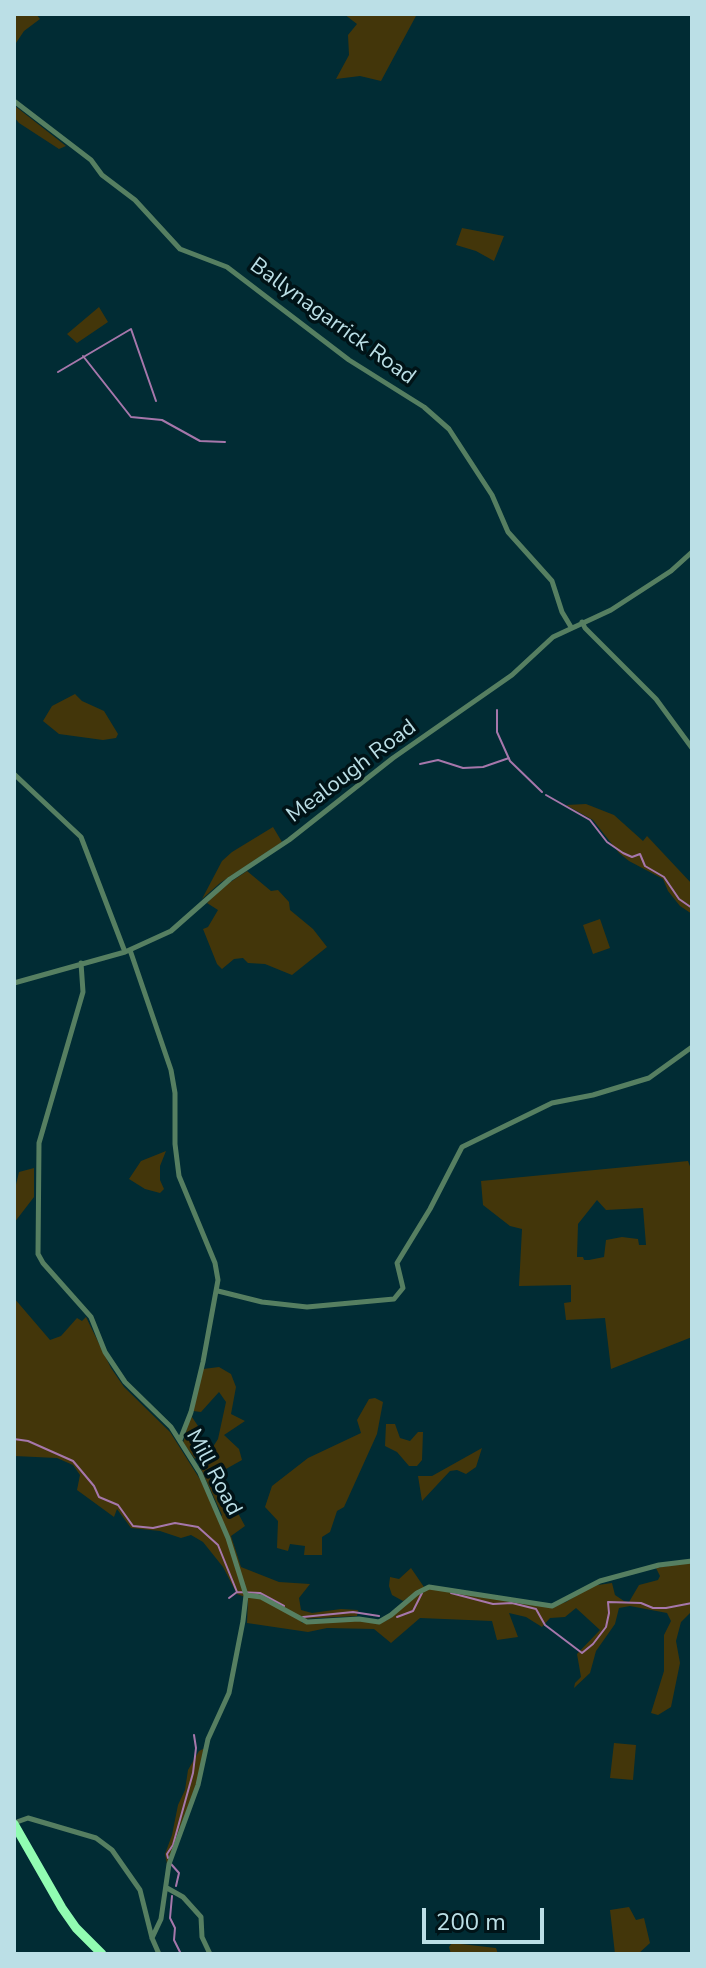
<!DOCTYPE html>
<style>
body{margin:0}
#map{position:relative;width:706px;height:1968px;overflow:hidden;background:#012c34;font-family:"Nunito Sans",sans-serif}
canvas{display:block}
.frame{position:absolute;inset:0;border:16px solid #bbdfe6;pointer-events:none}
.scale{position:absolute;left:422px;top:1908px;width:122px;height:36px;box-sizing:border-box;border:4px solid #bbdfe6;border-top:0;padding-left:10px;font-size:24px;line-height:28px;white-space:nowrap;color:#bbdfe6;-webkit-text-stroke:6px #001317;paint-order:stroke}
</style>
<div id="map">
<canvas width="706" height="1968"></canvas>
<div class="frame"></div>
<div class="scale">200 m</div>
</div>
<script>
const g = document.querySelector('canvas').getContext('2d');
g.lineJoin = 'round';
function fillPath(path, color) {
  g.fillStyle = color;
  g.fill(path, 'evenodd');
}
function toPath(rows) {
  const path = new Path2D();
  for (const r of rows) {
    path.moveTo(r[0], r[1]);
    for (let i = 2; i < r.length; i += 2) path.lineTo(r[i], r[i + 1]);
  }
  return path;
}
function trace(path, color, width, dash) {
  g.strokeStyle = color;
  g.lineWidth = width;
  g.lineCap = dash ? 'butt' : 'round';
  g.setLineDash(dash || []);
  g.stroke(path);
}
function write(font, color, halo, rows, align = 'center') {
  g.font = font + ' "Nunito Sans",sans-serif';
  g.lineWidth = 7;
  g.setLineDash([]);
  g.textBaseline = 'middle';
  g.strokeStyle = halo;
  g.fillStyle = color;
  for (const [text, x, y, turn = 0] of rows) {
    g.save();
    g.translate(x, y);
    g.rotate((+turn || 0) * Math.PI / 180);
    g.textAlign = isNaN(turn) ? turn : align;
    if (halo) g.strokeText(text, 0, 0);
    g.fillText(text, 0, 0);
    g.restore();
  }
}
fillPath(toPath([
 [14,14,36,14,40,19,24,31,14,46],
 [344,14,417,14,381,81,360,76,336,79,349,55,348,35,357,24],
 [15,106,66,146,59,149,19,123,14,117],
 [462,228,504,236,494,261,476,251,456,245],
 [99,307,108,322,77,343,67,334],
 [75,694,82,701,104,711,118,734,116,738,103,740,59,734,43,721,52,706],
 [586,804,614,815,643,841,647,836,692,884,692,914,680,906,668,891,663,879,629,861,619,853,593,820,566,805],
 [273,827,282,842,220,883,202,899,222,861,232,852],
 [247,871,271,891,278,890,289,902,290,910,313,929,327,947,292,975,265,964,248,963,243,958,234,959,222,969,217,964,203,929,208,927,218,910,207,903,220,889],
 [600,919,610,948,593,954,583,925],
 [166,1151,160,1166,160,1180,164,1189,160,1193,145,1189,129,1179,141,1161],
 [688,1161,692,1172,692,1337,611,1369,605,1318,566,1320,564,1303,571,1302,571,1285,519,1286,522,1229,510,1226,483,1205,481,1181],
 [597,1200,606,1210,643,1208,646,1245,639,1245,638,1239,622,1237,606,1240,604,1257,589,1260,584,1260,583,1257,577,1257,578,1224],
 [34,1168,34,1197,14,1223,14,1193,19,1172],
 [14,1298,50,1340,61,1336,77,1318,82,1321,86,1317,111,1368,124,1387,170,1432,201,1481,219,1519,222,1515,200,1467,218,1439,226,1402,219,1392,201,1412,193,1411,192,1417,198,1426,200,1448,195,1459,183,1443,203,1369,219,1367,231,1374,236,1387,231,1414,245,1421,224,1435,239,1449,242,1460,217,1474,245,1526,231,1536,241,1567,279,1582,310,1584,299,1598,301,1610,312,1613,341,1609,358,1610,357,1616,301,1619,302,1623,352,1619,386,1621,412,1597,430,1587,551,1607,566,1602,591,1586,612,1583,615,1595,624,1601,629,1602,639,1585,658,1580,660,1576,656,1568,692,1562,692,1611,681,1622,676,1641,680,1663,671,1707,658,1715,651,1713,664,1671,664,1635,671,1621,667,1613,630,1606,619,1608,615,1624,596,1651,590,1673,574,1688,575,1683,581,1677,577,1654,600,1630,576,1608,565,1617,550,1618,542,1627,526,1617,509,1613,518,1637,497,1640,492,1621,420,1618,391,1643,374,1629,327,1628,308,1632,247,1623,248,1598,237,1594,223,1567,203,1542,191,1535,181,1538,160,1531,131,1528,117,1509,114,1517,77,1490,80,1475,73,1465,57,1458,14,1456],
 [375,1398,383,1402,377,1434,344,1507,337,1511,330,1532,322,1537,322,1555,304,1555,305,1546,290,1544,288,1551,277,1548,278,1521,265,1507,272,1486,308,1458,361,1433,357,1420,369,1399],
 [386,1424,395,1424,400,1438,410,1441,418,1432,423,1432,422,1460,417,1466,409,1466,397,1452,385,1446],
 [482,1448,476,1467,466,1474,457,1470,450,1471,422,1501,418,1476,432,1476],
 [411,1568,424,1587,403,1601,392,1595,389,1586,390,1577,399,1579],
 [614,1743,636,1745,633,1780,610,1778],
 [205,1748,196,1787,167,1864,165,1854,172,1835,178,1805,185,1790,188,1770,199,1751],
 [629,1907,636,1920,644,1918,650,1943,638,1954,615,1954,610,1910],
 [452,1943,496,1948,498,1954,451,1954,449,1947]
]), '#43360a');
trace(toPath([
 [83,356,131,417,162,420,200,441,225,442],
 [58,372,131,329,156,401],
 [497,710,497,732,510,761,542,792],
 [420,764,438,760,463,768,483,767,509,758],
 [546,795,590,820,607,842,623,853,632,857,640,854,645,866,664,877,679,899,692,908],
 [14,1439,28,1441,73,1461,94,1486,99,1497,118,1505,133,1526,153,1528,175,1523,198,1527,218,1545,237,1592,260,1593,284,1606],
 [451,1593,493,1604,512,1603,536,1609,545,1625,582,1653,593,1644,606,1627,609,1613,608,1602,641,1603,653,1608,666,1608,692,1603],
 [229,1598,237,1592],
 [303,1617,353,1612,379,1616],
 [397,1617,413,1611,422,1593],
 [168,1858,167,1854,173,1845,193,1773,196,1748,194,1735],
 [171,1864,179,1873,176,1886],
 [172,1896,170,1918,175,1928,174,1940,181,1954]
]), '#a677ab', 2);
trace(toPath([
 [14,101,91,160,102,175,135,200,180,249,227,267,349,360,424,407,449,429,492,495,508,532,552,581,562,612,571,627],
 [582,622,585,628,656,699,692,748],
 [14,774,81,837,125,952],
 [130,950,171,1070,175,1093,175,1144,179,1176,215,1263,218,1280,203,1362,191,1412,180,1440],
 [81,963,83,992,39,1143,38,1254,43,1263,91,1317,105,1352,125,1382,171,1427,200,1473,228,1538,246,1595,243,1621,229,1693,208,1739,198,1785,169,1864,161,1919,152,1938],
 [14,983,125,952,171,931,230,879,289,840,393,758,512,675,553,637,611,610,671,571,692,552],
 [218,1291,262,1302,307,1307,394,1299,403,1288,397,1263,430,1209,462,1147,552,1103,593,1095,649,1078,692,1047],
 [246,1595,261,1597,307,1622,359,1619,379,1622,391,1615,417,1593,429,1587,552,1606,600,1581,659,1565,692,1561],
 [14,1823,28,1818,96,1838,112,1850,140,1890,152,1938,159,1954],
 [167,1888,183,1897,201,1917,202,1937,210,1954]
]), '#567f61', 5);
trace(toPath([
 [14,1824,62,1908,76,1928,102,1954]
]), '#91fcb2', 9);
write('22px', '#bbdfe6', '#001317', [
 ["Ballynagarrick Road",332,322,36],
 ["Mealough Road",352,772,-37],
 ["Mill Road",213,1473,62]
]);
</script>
——
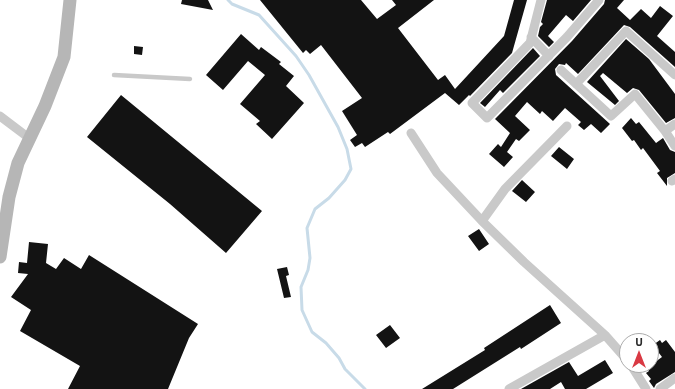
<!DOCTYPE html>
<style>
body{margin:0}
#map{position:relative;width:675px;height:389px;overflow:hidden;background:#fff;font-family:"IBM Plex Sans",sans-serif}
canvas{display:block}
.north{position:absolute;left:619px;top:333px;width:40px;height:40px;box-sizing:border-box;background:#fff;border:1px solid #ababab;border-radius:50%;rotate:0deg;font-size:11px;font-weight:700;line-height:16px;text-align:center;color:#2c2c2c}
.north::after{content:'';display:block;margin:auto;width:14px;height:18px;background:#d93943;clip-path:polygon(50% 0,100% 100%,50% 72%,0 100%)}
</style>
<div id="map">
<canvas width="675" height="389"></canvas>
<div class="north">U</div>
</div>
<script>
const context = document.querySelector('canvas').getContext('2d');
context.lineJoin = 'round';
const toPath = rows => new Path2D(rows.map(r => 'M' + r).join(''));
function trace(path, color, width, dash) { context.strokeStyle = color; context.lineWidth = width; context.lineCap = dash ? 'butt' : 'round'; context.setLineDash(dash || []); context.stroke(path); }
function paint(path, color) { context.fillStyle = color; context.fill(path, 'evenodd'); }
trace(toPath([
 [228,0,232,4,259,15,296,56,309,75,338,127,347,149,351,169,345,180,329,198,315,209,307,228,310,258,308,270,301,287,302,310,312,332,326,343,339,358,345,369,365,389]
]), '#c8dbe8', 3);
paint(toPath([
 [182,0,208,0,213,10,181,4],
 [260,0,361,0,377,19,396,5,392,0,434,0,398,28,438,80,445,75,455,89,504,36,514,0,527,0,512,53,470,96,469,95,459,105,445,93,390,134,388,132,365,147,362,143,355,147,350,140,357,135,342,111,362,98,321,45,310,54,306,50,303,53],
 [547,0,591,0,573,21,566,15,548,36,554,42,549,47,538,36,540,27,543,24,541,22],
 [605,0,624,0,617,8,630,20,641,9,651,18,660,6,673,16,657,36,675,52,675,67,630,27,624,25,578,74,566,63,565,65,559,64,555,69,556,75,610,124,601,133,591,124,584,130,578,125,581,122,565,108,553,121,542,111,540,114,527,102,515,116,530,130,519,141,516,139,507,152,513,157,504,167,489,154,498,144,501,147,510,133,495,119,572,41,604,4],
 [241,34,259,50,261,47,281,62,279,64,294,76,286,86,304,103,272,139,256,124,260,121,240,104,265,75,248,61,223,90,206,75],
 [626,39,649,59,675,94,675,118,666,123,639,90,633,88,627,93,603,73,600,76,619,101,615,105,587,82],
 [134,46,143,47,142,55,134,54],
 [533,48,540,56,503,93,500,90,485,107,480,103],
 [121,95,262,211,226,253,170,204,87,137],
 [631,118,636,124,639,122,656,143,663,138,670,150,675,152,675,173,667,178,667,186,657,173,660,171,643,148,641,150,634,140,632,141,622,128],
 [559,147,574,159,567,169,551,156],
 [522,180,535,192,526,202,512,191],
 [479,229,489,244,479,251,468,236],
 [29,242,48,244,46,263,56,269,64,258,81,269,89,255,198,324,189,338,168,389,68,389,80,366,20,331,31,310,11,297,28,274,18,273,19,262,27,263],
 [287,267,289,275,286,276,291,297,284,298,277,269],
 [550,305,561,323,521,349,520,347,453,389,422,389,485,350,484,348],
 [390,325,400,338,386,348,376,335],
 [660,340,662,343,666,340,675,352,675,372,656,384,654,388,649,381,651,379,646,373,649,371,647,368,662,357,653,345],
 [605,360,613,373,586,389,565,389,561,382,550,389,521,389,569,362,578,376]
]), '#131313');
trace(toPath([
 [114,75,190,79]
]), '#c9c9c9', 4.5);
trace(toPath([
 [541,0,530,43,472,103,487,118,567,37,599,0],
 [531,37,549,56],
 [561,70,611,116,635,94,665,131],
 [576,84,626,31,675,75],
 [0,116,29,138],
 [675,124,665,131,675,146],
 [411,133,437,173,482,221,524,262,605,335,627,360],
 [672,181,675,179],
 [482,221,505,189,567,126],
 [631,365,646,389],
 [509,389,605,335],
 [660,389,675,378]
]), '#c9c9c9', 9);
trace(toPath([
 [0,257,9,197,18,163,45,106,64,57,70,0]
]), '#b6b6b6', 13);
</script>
——
(YOUR GOAL): Quote the data above from the line containing "g.font = font" to the line containing "g.fillText(text, 0, 0);", inclusive, and stop.

(WRITTEN RESPONSE):
  g.font = font + ' "Nunito Sans",sans-serif';
  g.lineWidth = 7;
  g.setLineDash([]);
  g.textBaseline = 'middle';
  g.strokeStyle = halo;
  g.fillStyle = color;
  for (const [text, x, y, turn = 0] of rows) {
    g.save();
    g.translate(x, y);
    g.rotate((+turn || 0) * Math.PI / 180);
    g.textAlign = isNaN(turn) ? turn : align;
    if (halo) g.strokeText(text, 0, 0);
    g.fillText(text, 0, 0);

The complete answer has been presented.